Scrufftastic Voyage (Art Basel Miami Beach +)
The consensus is in: sales at Art Basel Miami Beach and her many sister fairs were grim, but not as bad as last year. Over at ABMB proper, a performance piece by Regina José Galindo captured the mood. The artist submerged herself in a bathtub until she could no longer breathe. She came up for air, then plunged back in again.
Or as one local gallerist put it, right around the time her booth at Scope Miami broke even on Saturday afternoon: “At least I didn’t lose money, like last year.”
“We’re selling a lot today,” cheered Charo Oquet, who presided over the Zones Art Fair, home of the winner of this year’s best name for an event, Art Baselita (Runner up: Art BASSel).
The out-of-town press agreed. “Stronger sales than last year,” reported the international edition of The Art Newspaper, while the NYT observed “Smaller Prices and Relief.”
Of course, for some of us, the only art we could afford to collect was the free postcards stacked up at generous booths. (See selections from my collection further down.)
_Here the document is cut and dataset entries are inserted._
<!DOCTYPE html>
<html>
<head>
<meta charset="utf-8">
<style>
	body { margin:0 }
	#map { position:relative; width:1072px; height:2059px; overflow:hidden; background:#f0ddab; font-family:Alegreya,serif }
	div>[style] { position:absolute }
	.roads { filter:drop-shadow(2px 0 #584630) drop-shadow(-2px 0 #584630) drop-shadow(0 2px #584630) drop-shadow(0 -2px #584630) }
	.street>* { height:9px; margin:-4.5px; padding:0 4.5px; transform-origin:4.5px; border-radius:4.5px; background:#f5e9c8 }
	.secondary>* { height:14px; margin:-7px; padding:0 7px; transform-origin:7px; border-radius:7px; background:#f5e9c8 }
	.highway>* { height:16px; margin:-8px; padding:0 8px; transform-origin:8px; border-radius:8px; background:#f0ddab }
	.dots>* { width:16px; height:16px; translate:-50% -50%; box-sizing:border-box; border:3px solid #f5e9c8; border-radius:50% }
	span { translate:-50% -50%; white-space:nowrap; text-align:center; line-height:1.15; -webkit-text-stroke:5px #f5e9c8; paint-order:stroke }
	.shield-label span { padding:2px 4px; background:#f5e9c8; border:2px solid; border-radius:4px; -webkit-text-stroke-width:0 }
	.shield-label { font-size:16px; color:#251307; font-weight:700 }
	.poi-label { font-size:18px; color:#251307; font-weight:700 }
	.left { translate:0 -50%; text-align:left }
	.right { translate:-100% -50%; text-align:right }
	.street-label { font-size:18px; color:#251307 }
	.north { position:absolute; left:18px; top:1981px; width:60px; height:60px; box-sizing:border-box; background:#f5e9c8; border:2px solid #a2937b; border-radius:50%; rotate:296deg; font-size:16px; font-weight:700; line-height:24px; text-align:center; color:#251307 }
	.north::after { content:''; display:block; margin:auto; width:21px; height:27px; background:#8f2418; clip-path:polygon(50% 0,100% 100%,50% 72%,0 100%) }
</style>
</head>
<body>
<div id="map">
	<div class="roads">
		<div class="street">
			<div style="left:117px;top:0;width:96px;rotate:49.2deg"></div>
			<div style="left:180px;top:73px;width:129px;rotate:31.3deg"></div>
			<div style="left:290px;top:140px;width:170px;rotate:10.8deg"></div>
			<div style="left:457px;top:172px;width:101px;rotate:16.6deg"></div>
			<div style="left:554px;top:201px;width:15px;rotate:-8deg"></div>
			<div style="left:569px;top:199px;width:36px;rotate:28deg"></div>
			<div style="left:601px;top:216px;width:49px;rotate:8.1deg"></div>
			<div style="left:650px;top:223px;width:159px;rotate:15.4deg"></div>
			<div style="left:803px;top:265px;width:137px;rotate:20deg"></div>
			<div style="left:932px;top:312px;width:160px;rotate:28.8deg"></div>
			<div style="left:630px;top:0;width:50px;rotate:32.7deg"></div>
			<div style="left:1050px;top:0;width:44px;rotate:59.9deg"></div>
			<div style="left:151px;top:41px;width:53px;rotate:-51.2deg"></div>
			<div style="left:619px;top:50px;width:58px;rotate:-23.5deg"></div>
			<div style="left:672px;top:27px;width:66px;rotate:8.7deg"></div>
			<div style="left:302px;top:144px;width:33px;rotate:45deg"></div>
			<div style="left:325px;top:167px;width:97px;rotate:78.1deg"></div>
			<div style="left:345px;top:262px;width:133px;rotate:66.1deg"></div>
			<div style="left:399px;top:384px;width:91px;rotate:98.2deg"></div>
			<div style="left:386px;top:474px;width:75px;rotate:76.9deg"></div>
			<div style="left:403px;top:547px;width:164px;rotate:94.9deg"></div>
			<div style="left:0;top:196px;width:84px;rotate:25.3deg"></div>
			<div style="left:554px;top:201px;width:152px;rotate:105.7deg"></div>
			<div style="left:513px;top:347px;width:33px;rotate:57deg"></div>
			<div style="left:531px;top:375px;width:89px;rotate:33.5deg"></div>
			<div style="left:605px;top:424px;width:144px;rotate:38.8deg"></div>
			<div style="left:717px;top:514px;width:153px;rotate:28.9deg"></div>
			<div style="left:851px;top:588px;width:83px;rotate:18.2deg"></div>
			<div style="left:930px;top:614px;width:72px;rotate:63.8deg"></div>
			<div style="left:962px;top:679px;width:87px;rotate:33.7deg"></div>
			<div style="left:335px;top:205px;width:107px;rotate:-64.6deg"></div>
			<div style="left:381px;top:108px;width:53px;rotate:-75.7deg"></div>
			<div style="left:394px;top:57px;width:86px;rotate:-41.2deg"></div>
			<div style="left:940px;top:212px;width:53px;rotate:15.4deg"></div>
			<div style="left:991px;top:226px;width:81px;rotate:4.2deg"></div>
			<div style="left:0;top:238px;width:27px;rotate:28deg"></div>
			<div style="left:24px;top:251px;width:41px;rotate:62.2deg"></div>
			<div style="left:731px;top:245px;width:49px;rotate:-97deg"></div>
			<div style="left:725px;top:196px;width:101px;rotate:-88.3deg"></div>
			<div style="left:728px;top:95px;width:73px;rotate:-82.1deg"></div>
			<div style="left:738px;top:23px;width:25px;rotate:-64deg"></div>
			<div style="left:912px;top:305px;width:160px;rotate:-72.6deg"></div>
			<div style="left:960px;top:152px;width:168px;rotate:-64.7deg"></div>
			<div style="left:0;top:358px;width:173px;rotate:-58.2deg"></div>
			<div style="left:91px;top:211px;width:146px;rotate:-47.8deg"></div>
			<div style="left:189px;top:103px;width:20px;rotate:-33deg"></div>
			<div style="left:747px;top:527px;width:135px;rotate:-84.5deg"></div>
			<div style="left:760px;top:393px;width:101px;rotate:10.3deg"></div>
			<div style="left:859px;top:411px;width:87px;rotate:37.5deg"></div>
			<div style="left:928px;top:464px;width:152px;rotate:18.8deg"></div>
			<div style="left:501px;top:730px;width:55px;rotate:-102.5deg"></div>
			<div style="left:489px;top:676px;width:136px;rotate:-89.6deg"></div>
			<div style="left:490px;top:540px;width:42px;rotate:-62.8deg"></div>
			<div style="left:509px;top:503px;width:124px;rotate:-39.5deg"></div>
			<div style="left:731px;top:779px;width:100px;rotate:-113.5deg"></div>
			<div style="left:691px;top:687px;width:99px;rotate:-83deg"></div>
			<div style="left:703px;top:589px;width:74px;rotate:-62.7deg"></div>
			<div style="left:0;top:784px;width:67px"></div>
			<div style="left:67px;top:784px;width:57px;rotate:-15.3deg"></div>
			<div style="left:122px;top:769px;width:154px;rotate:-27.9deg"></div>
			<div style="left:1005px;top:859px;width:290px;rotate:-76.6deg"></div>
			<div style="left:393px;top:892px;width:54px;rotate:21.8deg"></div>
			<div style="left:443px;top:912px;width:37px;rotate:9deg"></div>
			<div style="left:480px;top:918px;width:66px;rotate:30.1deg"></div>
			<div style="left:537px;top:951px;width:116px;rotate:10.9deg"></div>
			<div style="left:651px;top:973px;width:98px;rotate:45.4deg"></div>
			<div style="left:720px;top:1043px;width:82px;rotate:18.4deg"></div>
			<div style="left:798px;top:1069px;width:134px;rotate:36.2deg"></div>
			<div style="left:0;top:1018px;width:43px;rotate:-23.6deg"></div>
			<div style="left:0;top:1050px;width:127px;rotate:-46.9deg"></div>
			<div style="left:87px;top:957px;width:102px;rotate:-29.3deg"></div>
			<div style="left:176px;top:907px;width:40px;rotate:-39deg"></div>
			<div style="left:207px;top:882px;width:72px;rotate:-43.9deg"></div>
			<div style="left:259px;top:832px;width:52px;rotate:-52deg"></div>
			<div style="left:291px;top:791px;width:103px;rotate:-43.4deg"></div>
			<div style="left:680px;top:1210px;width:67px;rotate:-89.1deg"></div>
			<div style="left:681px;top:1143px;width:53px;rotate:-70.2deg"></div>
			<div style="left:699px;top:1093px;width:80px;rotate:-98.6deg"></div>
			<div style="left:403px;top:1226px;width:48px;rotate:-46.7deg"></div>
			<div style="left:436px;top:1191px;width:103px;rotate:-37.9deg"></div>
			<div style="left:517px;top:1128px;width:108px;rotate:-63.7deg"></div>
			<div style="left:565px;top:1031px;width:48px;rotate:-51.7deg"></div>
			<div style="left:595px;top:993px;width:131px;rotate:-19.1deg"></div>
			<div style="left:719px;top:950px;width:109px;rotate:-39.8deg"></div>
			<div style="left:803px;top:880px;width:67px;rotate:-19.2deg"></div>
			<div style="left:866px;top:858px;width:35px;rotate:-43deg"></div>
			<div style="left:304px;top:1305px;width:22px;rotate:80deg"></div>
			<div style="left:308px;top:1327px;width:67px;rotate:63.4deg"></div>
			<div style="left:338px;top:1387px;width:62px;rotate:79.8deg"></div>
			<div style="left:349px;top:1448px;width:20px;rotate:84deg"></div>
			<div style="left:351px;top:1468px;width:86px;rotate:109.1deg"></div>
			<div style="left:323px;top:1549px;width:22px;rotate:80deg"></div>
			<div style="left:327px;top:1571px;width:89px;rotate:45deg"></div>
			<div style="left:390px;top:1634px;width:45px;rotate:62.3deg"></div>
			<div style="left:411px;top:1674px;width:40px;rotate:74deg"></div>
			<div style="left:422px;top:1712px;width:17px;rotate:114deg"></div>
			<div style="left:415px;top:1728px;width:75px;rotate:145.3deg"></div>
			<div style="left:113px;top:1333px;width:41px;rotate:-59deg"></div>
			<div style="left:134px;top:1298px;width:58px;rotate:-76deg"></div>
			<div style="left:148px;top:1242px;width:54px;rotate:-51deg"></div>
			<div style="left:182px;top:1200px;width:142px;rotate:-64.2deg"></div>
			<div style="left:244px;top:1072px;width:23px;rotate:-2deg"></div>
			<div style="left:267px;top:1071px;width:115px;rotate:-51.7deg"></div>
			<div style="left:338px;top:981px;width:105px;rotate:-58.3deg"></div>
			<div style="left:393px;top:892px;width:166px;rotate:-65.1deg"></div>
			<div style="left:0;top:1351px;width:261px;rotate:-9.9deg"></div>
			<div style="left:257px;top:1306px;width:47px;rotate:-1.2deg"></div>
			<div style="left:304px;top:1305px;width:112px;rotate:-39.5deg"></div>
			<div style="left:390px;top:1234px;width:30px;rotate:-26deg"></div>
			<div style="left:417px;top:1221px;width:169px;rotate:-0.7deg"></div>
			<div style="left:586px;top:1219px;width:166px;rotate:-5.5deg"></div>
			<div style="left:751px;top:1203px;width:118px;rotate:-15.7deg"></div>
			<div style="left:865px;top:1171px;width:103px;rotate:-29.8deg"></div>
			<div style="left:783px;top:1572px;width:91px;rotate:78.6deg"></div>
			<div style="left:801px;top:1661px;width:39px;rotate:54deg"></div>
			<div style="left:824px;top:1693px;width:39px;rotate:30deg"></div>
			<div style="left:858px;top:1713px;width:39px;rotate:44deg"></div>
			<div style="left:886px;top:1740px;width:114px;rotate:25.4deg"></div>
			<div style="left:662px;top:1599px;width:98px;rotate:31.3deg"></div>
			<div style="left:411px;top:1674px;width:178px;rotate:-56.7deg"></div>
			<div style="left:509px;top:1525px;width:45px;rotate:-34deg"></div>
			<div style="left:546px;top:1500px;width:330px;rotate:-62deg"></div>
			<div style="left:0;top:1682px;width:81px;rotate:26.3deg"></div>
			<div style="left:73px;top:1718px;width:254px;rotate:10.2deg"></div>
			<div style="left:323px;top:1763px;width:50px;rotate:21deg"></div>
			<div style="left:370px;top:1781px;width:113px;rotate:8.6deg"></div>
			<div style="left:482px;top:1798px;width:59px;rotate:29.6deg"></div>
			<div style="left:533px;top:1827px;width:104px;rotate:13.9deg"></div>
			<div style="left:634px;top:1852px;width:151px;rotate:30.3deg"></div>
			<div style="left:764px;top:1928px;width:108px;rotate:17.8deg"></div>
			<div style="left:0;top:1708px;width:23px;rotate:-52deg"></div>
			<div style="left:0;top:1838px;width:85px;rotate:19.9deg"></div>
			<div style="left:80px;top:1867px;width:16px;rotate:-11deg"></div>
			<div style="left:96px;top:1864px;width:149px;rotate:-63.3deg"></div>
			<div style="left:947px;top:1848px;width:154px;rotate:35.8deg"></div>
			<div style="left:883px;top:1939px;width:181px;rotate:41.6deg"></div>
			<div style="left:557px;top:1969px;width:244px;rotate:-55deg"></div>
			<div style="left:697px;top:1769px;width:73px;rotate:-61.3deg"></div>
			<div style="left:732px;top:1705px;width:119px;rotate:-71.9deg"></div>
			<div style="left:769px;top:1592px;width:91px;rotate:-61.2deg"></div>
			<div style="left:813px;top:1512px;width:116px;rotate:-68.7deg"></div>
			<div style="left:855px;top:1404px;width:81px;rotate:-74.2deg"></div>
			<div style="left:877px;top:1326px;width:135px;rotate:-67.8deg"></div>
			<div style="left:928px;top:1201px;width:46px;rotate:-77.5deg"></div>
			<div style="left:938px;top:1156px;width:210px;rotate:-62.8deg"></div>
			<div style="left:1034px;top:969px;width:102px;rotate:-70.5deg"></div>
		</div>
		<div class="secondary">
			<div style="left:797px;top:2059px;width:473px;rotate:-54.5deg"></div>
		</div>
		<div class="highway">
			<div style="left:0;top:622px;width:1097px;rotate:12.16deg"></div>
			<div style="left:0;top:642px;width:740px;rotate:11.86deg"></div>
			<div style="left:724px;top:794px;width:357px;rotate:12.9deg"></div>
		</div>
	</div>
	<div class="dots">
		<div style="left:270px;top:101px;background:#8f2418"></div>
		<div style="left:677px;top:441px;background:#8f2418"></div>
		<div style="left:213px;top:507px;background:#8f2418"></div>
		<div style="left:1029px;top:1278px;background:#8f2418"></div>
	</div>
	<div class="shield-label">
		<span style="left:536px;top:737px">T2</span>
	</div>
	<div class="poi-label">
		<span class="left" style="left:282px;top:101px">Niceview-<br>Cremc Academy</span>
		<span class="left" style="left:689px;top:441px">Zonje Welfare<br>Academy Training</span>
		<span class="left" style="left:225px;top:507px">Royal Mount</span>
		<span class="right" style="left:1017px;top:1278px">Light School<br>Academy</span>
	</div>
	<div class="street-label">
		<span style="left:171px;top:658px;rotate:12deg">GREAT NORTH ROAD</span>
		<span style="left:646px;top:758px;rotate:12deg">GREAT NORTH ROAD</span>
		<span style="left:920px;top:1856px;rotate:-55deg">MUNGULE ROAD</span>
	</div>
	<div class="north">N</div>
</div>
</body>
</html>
We were left with nothing to do but look at the art. This year, there seemed to be a glut of Baldessari, with dot-covered faces popping up in booths all over town. At ABMB, JB was rivaled only by MJ, with Kehinde Wiley‘s 10 foot by 10 foot plus oil painting of the King of Pop a la Rubens at Deitch Studios exciting more buzz than any other work at the Convention Center and in the blogosphere (Arrested Motion has a complete catalog of glimpses of the Gloved One, while coolhunting compares Kehinde’s King to Rubens’s).
If your timing was right, you could make your own comparison of a ginormous self-portrait of Chuck Close at Art Miami to the real-life mug of the painter/photographer/printmaker as he wandered around Wynwood. (The portrait was only $120,000! That seemed like a bargain to me, but then again, I’m only collecting postcards).
Much of the art was exactly what you would expect: Picasso pottery, Botero curves, Lorna Simpson portraits. Then again, the Picassos and the Warhols at ABMB might have commanded the highest pricetags, but the scruffier fare over at Wynwood commanded our attention.
Here you might find what you would never expect. Like “The Riot Temple” set up outside the entrance to Scope Miami — a robot gamelan orchestra attached to a temple made of Shoji screens and police riot shields. Or Gohar Dashti‘s domestic scene between husband and wife plopped down in the middle of a desert patrolled by soldiers at Art Asia…Just a few reminders that a dip in art sales might be the least of our worries.
MY POSTCARD COLLECTION Here are some of my favorites: “Made in China” by sculptor Sui Jianguo from Exhibit A at Art Asia; the Kate Clark and Bernardi Roig sculpture combo from Claire Oliver at Art Miami; and the “Todo es Mentira” card from the Karlo Andrei Ibarra series “Souvenir Stories: Beyond the Paradise” from Rica at Photo Miami.